EXTRACTED MATERIAL:
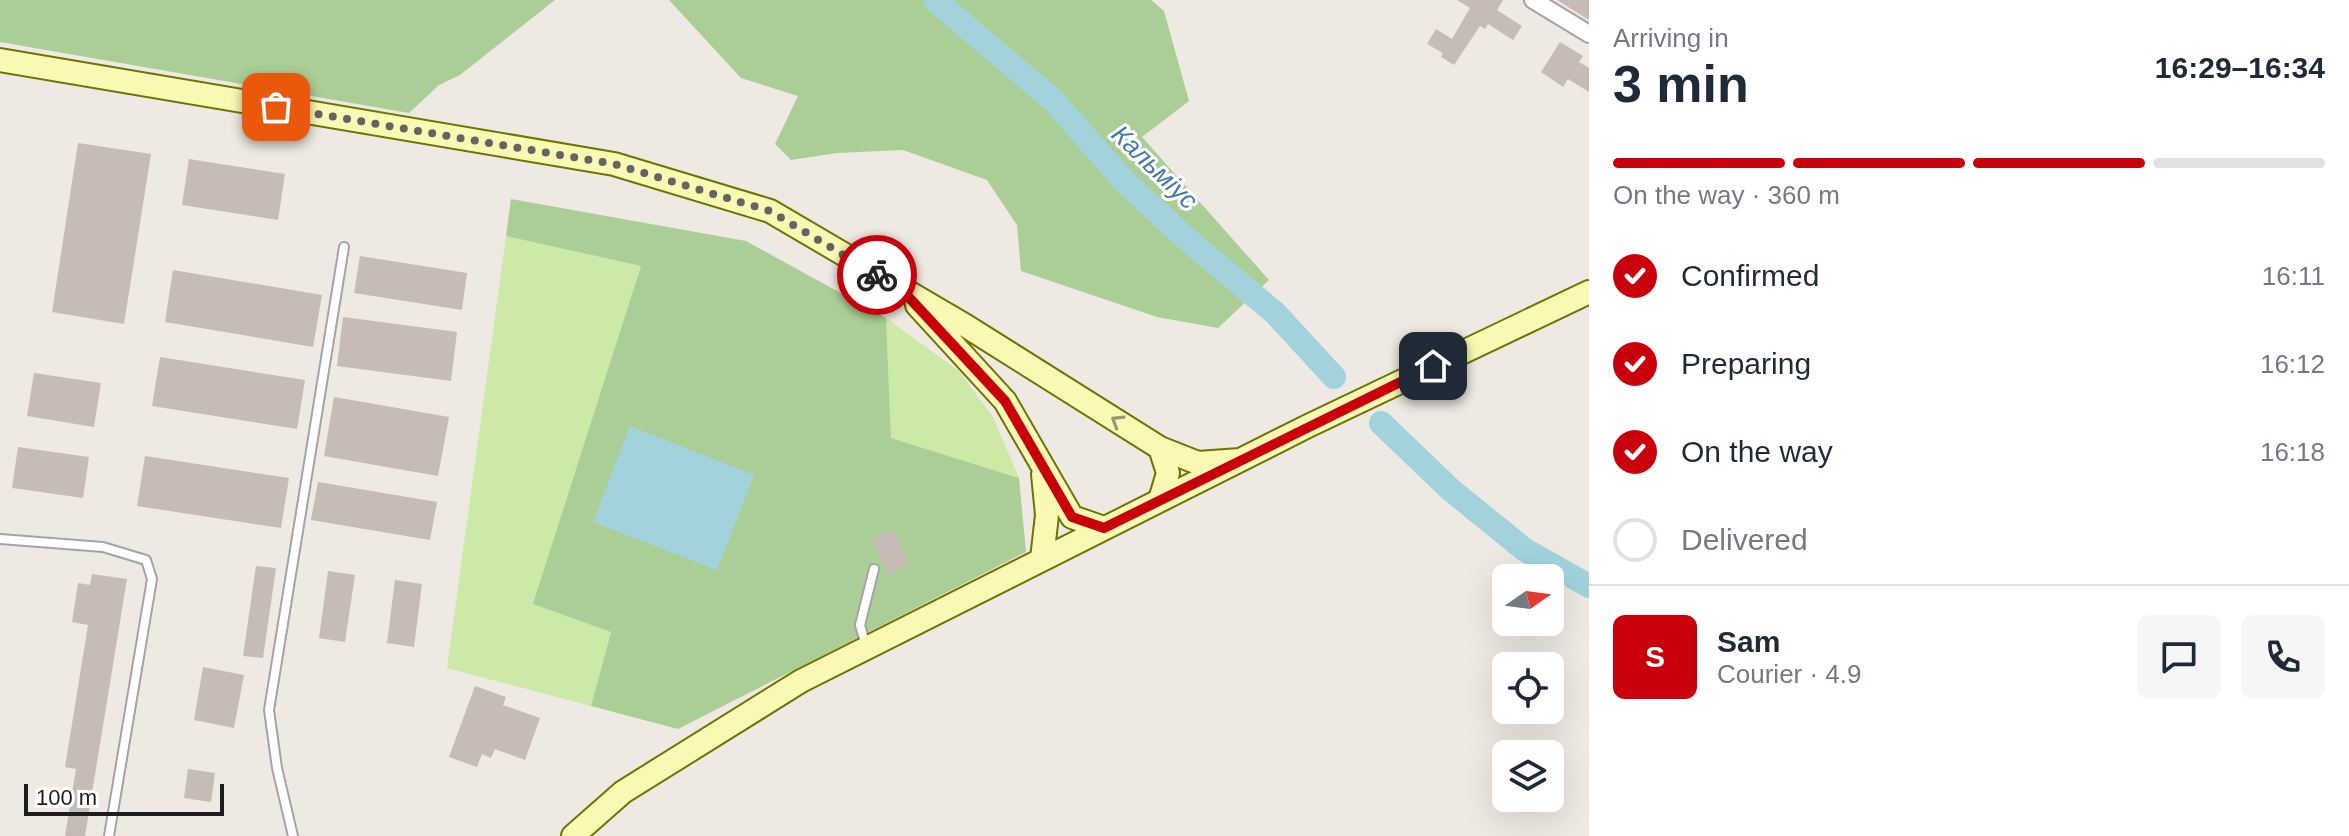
<!DOCTYPE html>
<meta charset="utf-8">
<style>
:root{--surface:#fff;--page:#f6f6f7;--text:#1f2937;--muted:#747a83;--line:#e0e1e3;--accent:#c9000c}
body{margin:0;font-family:Helvetica,sans-serif;background:var(--page);color:var(--text);height:100vh;display:flex;flex-direction:column;font-size:30px;white-space:nowrap}
*{box-sizing:border-box;margin:0}
p{font-size:26px;color:var(--muted)}
.icon{flex:none;width:44px;height:44px;fill:none;stroke:currentColor;stroke-width:2;stroke-linecap:round;stroke-linejoin:round}
.map{position:relative;flex:1;overflow:hidden}
.drawer{display:flex;flex-direction:column;background:var(--surface);width:760px}
.drawer>*{flex:none}
.needle{width:52px;rotate:76deg}
.controls{position:absolute;left:1492px;top:564px;display:grid;gap:16px}
.controls a{display:grid;place-items:center;width:72px;height:72px;border-radius:12px;background:var(--surface);box-shadow:0 8px 32px #0002;font-size:40px}
.scale{position:absolute;left:24px;bottom:20px;width:200px;box-sizing:border-box;padding-left:8px;border:4px solid #1d1d1d;border-top:0;font-size:22px;line-height:28px;white-space:nowrap;color:#1d1d1d;-webkit-text-stroke:6px #fff;paint-order:stroke}
.pin{position:absolute;display:grid;place-items:center;width:68px;height:68px;color:#fff;margin:-34px;border-radius:16px;box-shadow:0 4px 12px #0006}
.courier{position:absolute;display:grid;place-items:center;width:80px;height:80px;margin:-40px;border:6px solid #c9000c;border-radius:50%;background:#fff;color:#222;box-shadow:0 2px 10px #0007}
.summary em{font-style:normal;font-weight:700}
.summary div{display:flex;flex-direction:column-reverse}
.summary{display:flex;align-items:center;justify-content:space-between;height:136px;padding:0 24px}
h1{font-size:52px;font-weight:700;line-height:60px}
.bar{display:grid;grid-template-columns:repeat(4,1fr);gap:12px 8px;align-content:center;height:96px;padding:0 24px}
.bar i{height:10px;border-radius:6px;background:var(--line)}
.bar .current{background:var(--accent)}
.bar p{grid-column:span 4}
.line{display:flex;align-items:center;gap:20px;padding:0 24px;border-top:2px solid var(--line)}
.line div{flex:1}
.round{display:grid;place-items:center;flex:none;width:84px;height:84px;border-radius:12px;background:var(--page)}
ol{padding:0 24px;list-style:none}
li{display:flex;align-items:center;gap:24px;height:88px}
li p{margin-inline-start:auto}
li .icon{padding:8px;border-radius:50%;background:var(--accent);color:#fff;stroke-width:4}
li:last-child{color:var(--muted)}
li i{width:44px;height:44px;border:4px solid var(--line);border-radius:50%}
main{display:flex;flex:1;min-height:0}
.map>svg:first-child{display:block}
.grass{fill:#cce9a7}
.forest{fill:#aace96}
.water{fill:#a2d3dd}
.lines{fill:none;stroke-linecap:round;stroke-linejoin:round}
.river{stroke:#a2d3dd;stroke-width:24}
.building{fill:#c6bbb5}
.lane-casing{stroke:#a4a4a4;stroke-width:12}
.street-casing{stroke:#a4a4a4;stroke-width:20}
.secondary-casing{stroke:#6e7403;stroke-width:26}
.lane{stroke:#fff;stroke-width:8}
.street{stroke:#fff;stroke-width:16}
.secondary{stroke:#faf9b4;stroke-width:22}
.oneway{stroke:#979670}
.done{stroke:#666462;stroke-width:8;stroke-dasharray:0 14.4}
.route{stroke:#c9000c;stroke-width:10}
.labels{text-anchor:middle;stroke-width:6;stroke-linejoin:round;paint-order:stroke}
.water-label{font-size:26px;font-style:italic;fill:#457ba5;stroke:#fff}
</style>
<main>
<div class="map">
<svg width="1589" height="836" viewBox="0 0 1589 836">
<rect width="100%" height="100%" fill="#eee9e2"/>
<path class="grass" d="M506 236 641 266 534 604 611 631 591 706 447 668Z
M886 318 959 371 993 417 1019 478 891 438Z"/>
<path class="forest" d="M0 0H555L460 75 439 85 409 113 0 42Z
M669 0H1151L1164 11 1189 101 1142 137 1269 280 1218 328 1157 317 1021 271 1017 225 987 180 903 150 837 153 791 160 775 144 798 96 741 78Z
M511 199 746 241 886 318 891 438 1019 478 1026 552 678 729 591 706 611 632 533 604 641 266 506 236Z"/>
<path class="water" d="M630 426 754 475 717 570 593 522Z"/>
<g class="lines">
<path class="river" d="M935 0 1054 101 1124 181 1183 236 1275 313 1334 377
M1381 423 1451 490 1525 550 1589 586"/>
</g>
<path class="building" d="M1457 0H1503L1497 10 1522 26 1513 40 1488 24 1485 29 1480 26 1454 65 1441 57 1443 53 1427 44 1436 29 1452 39 1470 8Z
M1557 0H1589V20Z
M1560 42 1583 56 1579 62 1589 68V92L1568 79 1563 87 1541 72Z
M78 143 151 154 124 324 52 312Z
M189 159 285 174 278 220 182 205Z
M360 256 467 273 462 310 354 293Z
M173 270 322 295 313 347 165 322Z
M343 317 457 332 451 381 337 366Z
M160 357 305 380 297 429 152 406Z
M34 373 101 383 94 427 27 416Z
M334 397 449 417 438 476 324 456Z
M18 447 89 457 83 498 12 488Z
M145 456 289 478 281 528 137 506Z
M318 482 437 502 430 540 311 520Z
M893 529 909 564 888 574 872 539Z
M256 566 276 568 263 658 243 656Z
M328 571 355 575 345 642 319 638Z
M92 574 127 579 85 836H65L76 769 65 767 88 625 72 622 78 583 90 585Z
M395 580 422 584 414 647 387 643Z
M203 667 244 675 234 728 194 720Z
M475 686 506 697 503 705 540 718 525 760 495 749 491 758 482 754 477 767 449 757Z
M188 769 215 773 211 802 184 798Z"/>
<g class="lines">
<g class="lane-casing">
<path id="lane" d="M0 539 103 547 146 560 152 579 109 836
M866 646 860 625 874 569
M293 836 277 768 269 710 344 247"/>
</g>
<g class="street-casing">
<path id="street" d="M1533 0 1589 34"/>
</g>
<g class="secondary-casing">
<path id="secondary" d="M0 60 614 164 770 211 966 326 1160 448 1198 463 1240 460
M917 305 1005 401 1072 517 1104 528
M1160 448 1168 473 1160 500
M1042 559 1047 515 1043 474
M573 836 623 792 801 681 1308 426 1589 292"/>
</g>
<use href="#lane" class="lane"/>
<use href="#street" class="street"/>
<use href="#secondary" class="secondary"/>
</g>
<defs><path id="oneway-chevron" d="M-2-3.5L2.5 0L-2 3.5" fill="none" stroke-width="1.6" stroke-linecap="round" stroke-linejoin="round" transform="scale(2)"/></defs>
<use class="oneway" href="#oneway-chevron" transform="translate(1117 421) rotate(-148)"/>
<g class="lines">
<path class="done" d="M276 107 614 164 770 211 877 275"/>
<path class="route" d="M877 275 902 290 1005 401 1072 517 1104 528 1433 366"/>
</g>
<g class="labels">
<g class="water-label">
<text transform="translate(1155 167) rotate(44)" y="9">Кальміус</text>
</g>
</g>
</svg>
<div class="controls">
<a><svg class="needle" viewBox="-14 -14 28 28"><path d="M0-13l5 13h-10z" fill="#e53935"/><path d="M0 13l5-13h-10z" fill="#747a83"/></svg></a>
<a><svg class="icon" aria-label="locate" viewBox="0 0 24 24"><circle cx="12" cy="12" r="6"/><path d="M12 2v4M12 18v4M2 12h4M18 12h4"/></svg></a>
<a><svg class="icon" aria-label="layers" viewBox="0 0 24 24"><path d="M12 4l9 5-9 5-9-5zM3 14l9 5 9-5"/></svg></a>
</div>
<div class="scale">100 m</div>
<div class="pin" style="left:276px;top:107px;background:#ea580c"><svg class="icon" aria-label="bag" viewBox="0 0 24 24"><path d="M5 8h14l-1 12H6zM9 8a3 3 0 0 1 6 0"/></svg></div>
<div class="pin" style="left:1433px;top:366px;background:#1f2937"><svg class="icon" aria-label="home" viewBox="0 0 24 24"><path d="M3 11l9-7 9 7M6 9v11h12V9"/></svg></div>
<div class="courier" style="left:877px;top:275px"><svg class="icon" aria-label="bike" viewBox="0 0 24 24"><circle cx="6" cy="16" r="4"/><circle cx="18" cy="16" r="4"/><path d="M6 16l4-8h5l3 8M10 8l3 8H6M13 5h3"/></svg></div>
</div>
<section class="drawer">
<div class="summary"><div><h1>3 min</h1><p>Arriving in</p></div><em>16:29–16:34</em></div>
<div class="bar"><i class="current"></i><i class="current"></i><i class="current"></i><i></i><p>On the way · 360 m</p></div>
<ol>
<li><svg class="icon" aria-label="check" viewBox="0 0 24 24"><path d="M5 12l5 5 9-10"/></svg>Confirmed<p>16:11</p></li>
<li><svg class="icon" aria-label="check" viewBox="0 0 24 24"><path d="M5 12l5 5 9-10"/></svg>Preparing<p>16:12</p></li>
<li><svg class="icon" aria-label="check" viewBox="0 0 24 24"><path d="M5 12l5 5 9-10"/></svg>On the way<p>16:18</p></li>
<li><i></i>Delivered</li>
</ol>
<div class="line" style="height:144px"><b class="round" style="background:var(--accent);color:#fff">S</b><div><b>Sam</b><p>Courier · 4.9</p></div><a class="round"><svg class="icon" aria-label="chat" viewBox="0 0 24 24"><path d="M4 5h16v11H9l-5 4z"/></svg></a><a class="round"><svg class="icon" aria-label="phone" viewBox="0 0 24 24"><path d="M5 4h4l2 5-3 2q2 4 5 5l2-3 5 2v4C11 20 4 13 5 4z"/></svg></a></div>
</section>
</main>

WORK ORDER:
Among the entries above, find every line holding "chevron" and copy it.

RESPONSE TO THIS EXERCISE:
<defs><path id="oneway-chevron" d="M-2-3.5L2.5 0L-2 3.5" fill="none" stroke-width="1.6" stroke-linecap="round" stroke-linejoin="round" transform="scale(2)"/></defs>
<use class="oneway" href="#oneway-chevron" transform="translate(1117 421) rotate(-148)"/>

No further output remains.